Quando
me despedi dos meus filhos na terça-feira de manhã e vim para os estúdios da
Rede Globo, em Nova York, para a cobertura da votação presidencial nos Estados
Unidos, fiquei pensando se esta seria a última vez que os veria antes de uma
derrota humilhante de Donald Trump, ou de uma reeleição heroica do republicano
com a consolidação do trumpismo. O mais provável, porém, era de que não
teríamos uma definição na noite eleitoral destas surreais eleições americanas.
Foi o que aconteceu.
Desde
2000, no histórico embate da Flórida entre George W. Bush e Al Gore, não
tínhamos uma eleição tão imprevisível ao se abrirem as urnas. Mesmo em 2016,
ficou claro poucas horas depois do início da apuração que Hillary Clinton seria
derrotada. Neste ano, ao escrever este texto, o resultado permanece incerto,
mas há uma via mais clara para Biden ser vitorioso. Com as vitórias no Arizona,
Michigan e Wisconsin, de acordo com a Associated Press, Biden precisa apenas
confirmar a sua liderança em Nevada, o que é extremamente provável.
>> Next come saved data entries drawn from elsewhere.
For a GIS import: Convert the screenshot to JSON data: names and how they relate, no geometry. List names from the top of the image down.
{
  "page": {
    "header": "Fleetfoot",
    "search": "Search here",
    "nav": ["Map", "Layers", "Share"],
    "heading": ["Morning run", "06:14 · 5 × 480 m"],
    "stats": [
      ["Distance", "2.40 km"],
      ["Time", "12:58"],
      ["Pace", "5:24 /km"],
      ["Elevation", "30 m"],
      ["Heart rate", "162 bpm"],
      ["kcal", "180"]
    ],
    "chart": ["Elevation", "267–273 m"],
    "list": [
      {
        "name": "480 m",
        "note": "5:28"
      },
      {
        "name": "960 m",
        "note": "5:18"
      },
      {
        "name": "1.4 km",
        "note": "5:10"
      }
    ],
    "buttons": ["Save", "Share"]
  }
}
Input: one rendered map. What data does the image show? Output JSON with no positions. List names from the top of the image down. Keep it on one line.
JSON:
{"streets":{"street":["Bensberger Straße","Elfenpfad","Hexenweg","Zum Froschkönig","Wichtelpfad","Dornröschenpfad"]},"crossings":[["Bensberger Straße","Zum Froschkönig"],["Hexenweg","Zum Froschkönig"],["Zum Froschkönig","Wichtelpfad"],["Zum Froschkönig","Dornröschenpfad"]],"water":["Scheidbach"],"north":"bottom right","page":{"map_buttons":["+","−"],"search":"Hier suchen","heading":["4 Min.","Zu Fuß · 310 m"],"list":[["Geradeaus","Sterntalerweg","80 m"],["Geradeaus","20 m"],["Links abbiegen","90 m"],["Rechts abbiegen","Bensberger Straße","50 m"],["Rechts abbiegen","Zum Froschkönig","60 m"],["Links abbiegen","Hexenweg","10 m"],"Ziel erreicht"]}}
Sequer
precisaria vencer na Geórgia e na Pensilvânia, onde também tem chance.
Esta
vitória de Biden, se confirmada, não foi um massacre. Trump realmente teve um
desempenho bom na Flórida e expandiu o seu total de votos. Perdeu mais uma vez
no voto popular, como era esperado, mas com um total bem superior a 2016 e
durante uma pandemia. Ainda que não tenha sido massacrado, demonstra um
fracasso do presidente americano ao não conseguir se reeleger. Entra para o
time de George Bush (o pai) e Jimmy Carter.
Diante
de uma possível derrota, Trump se apega ao seu mundo paralelo baseado em
mentiras no qual insistirá ter vencido. Caso fique inviável seguir adiante com
este argumento, dirá que sua derrota foi injusta e tentará recorrer à Justiça.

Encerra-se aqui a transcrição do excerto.